You’re sweating, Ben.
That's okay.
I’d be scared, too. I mean, this little corner of eternity’s hardly scenic, and you’re slotted for a good thirty years. Where do you sleep? Oh, Ben, you really don’t get it, yet, do you? The whole point to this is you don’t sleep. Don’t eat, don’t talk, don’t hear, don’t listen. It’s just you and the the long white nothing. The Little Bardo, they call it. No sleep. What’s sleep when we’re technically plugged into your REM mode, anyway? No, you’re doing your full thirty wide awake. The Nassau County grid dumps into the National Readjustment Processor down in Quantico, where your personality will sit in happy reconstructed nothing for the entire stretch of your bid.
It could be worse, Ben. In the old days, they filled the Little Bardo with all sorts of terrible stuff. The best bits from the Bible, used to scare you to sleep at night. Fire and brimstone. Punishment, y’know? Retribution. No one really came out of that in one piece, though. Lot of catatonic freaks. Couldn’t control their piss function. Terrible smell. Lots of screaming. Then they tried to pamper them with a Heaven meme. That worked like bunk. I mean, for half you rotten sons-of-bitches, Heaven is raping kittens and stabbing nuns. Ever see a smiling coma victim? I hear half the Federal budget that year went to buying clean sheets, just to cover up the number of wet dreams you freaks had. So, then they came to this. Nothing. Nada. Nirvana, baby, for thirty years. The Little Bardo. Time to think, right?

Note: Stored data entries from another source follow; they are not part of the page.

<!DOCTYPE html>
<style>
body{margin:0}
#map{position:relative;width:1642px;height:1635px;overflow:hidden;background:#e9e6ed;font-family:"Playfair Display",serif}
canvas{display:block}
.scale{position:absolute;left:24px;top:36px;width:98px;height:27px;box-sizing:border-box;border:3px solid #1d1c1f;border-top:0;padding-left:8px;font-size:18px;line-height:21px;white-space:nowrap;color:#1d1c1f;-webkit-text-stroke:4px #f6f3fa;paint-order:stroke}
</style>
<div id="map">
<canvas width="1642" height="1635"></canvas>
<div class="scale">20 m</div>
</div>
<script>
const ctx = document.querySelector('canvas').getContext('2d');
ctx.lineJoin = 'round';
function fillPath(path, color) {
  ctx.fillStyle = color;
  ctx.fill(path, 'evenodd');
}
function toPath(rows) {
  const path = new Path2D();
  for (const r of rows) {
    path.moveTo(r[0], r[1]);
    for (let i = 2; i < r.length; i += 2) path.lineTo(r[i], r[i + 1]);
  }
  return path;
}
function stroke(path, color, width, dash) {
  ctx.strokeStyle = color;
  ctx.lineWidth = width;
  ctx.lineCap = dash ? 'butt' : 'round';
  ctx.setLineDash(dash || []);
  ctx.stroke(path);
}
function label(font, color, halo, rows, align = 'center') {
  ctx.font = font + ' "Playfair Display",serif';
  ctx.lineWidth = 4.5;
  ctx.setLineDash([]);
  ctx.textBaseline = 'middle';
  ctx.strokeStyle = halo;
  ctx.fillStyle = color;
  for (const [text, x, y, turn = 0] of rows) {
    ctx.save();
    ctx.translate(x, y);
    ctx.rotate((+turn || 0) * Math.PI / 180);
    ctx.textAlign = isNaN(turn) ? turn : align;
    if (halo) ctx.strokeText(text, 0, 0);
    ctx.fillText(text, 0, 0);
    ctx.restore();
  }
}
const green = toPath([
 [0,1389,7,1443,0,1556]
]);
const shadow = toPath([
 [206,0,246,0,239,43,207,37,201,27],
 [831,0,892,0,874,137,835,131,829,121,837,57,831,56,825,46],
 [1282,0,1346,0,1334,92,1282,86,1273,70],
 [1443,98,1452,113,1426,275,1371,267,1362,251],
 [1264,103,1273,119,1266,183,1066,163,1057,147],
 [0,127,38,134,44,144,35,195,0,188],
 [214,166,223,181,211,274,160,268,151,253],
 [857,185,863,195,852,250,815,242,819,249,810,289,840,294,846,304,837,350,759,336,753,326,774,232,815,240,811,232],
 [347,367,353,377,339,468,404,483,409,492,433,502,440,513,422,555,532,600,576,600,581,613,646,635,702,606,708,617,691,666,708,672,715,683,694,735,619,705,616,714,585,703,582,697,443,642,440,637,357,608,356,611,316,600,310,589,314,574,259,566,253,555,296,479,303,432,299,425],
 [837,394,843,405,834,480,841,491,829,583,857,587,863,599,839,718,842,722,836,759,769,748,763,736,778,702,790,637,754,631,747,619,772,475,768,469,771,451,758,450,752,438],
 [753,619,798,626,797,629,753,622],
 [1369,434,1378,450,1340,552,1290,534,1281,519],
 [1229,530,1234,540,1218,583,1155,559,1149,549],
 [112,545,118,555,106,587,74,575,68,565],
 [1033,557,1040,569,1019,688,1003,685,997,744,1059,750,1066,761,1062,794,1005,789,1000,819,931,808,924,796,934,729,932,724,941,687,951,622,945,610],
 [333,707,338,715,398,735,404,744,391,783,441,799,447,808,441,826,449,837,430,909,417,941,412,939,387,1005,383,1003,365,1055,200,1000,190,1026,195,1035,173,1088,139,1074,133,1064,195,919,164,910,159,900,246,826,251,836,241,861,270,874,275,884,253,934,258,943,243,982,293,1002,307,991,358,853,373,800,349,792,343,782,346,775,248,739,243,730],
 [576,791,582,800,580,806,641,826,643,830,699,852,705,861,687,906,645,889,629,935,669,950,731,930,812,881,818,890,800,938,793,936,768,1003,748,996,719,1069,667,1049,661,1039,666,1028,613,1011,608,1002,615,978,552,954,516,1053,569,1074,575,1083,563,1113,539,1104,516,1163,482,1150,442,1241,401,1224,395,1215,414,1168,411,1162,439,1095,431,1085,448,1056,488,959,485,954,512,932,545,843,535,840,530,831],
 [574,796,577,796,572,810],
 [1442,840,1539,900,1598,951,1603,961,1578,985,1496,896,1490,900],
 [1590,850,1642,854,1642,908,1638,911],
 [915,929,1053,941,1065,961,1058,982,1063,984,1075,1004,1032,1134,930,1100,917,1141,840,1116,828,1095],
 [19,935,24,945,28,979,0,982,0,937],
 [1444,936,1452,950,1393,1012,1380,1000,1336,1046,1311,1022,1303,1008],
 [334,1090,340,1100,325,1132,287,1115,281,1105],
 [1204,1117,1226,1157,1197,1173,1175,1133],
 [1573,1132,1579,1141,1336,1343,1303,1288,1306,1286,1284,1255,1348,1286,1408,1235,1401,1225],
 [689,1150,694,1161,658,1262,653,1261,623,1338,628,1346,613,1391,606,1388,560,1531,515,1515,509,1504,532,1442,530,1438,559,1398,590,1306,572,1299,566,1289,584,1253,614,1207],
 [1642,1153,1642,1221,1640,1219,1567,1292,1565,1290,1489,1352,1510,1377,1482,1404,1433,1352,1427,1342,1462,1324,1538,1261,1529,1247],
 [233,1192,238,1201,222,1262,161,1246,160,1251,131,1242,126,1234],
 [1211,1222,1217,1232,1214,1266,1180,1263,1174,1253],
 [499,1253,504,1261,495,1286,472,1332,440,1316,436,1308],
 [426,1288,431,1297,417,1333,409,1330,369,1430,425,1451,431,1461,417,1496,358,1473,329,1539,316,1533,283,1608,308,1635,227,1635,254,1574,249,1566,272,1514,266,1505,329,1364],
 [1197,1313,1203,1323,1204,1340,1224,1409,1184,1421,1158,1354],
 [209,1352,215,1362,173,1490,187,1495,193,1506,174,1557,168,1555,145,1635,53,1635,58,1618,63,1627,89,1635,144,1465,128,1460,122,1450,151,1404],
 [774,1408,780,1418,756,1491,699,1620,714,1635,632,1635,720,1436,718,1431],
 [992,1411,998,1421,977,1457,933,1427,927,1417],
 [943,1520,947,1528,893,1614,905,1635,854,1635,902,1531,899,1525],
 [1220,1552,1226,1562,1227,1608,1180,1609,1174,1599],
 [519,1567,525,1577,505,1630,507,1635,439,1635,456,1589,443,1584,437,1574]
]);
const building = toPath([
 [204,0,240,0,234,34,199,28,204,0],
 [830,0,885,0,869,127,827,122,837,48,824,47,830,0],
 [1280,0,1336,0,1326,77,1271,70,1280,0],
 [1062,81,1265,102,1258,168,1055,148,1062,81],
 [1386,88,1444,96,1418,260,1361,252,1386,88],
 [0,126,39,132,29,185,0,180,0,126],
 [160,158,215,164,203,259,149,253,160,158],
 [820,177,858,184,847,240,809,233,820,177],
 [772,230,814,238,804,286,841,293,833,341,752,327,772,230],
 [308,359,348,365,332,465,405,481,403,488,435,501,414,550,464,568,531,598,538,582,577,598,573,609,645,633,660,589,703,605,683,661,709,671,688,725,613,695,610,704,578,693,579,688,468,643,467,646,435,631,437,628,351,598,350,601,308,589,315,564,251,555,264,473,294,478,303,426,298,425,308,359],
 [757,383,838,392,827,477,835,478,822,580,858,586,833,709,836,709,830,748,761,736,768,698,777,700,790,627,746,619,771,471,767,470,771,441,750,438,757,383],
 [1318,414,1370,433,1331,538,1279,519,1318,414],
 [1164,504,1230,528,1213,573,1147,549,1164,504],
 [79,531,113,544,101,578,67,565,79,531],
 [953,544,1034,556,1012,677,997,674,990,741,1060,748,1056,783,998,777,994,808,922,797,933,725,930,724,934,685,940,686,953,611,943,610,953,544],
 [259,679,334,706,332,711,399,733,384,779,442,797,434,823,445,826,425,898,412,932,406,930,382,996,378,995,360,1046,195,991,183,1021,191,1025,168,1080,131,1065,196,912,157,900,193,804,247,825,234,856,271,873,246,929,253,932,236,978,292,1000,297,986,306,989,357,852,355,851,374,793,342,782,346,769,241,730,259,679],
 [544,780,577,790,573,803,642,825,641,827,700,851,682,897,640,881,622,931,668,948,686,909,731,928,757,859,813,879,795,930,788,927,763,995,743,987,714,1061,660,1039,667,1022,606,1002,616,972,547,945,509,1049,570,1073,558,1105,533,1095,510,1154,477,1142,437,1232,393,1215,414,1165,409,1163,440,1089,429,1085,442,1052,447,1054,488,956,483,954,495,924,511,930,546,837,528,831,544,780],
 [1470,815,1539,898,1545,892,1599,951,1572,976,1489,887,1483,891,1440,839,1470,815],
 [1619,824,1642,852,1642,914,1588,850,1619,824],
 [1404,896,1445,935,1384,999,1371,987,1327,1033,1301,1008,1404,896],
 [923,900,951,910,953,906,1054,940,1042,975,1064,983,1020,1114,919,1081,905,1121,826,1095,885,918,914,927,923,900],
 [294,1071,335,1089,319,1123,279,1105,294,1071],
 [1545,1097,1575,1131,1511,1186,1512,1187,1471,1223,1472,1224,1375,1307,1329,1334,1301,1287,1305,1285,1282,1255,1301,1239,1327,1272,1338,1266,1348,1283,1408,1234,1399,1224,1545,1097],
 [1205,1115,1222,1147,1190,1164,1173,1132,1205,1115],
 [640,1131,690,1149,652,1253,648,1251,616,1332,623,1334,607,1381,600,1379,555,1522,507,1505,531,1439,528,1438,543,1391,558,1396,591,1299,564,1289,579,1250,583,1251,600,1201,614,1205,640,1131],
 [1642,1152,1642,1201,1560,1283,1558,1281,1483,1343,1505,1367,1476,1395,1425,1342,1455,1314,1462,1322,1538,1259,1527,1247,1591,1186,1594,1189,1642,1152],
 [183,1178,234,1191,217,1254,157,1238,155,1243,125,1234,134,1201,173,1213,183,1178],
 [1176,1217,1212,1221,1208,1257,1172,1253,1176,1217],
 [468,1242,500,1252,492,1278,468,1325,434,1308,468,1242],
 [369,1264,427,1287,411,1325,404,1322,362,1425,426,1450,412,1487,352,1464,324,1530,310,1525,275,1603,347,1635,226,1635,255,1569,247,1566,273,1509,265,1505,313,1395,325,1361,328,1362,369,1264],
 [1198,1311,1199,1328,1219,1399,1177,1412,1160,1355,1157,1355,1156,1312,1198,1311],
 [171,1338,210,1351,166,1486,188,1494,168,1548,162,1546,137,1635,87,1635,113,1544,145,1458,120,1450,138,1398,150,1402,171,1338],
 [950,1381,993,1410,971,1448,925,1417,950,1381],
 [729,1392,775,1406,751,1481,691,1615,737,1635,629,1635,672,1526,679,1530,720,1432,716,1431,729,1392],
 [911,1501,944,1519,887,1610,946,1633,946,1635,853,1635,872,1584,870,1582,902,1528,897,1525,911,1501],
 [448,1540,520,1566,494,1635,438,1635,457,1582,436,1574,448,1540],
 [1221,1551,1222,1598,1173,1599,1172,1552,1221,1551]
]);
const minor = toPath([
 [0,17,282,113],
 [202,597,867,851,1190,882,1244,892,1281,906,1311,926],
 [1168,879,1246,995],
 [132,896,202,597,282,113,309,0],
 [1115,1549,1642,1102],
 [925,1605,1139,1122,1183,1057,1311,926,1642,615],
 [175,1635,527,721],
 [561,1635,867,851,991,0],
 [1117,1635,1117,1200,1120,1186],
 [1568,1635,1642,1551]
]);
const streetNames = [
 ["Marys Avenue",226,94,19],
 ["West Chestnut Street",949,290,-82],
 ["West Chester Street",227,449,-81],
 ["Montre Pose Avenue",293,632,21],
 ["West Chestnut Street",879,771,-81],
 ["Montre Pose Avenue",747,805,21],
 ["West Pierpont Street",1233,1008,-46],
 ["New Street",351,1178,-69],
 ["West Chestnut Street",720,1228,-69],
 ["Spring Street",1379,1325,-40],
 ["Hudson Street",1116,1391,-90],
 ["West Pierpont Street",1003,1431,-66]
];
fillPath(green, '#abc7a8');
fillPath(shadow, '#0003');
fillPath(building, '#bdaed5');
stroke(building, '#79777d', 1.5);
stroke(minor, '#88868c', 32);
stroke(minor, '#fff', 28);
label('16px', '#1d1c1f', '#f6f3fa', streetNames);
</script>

Ben, if you have to goe to the bathroom, just ask. On the floor like that, someone’s going to have to mop up after you. Not very considerate is it?
What? How are you going to receive visitors? Your mother? Ben, look at me. Does this place look like it’s got the facilities to hold your toxic miserable ass for thirty actual years? We’re going in through the parietal lobe, champ. That controls time sense. You’re going to be in and out of here in twenty minutes.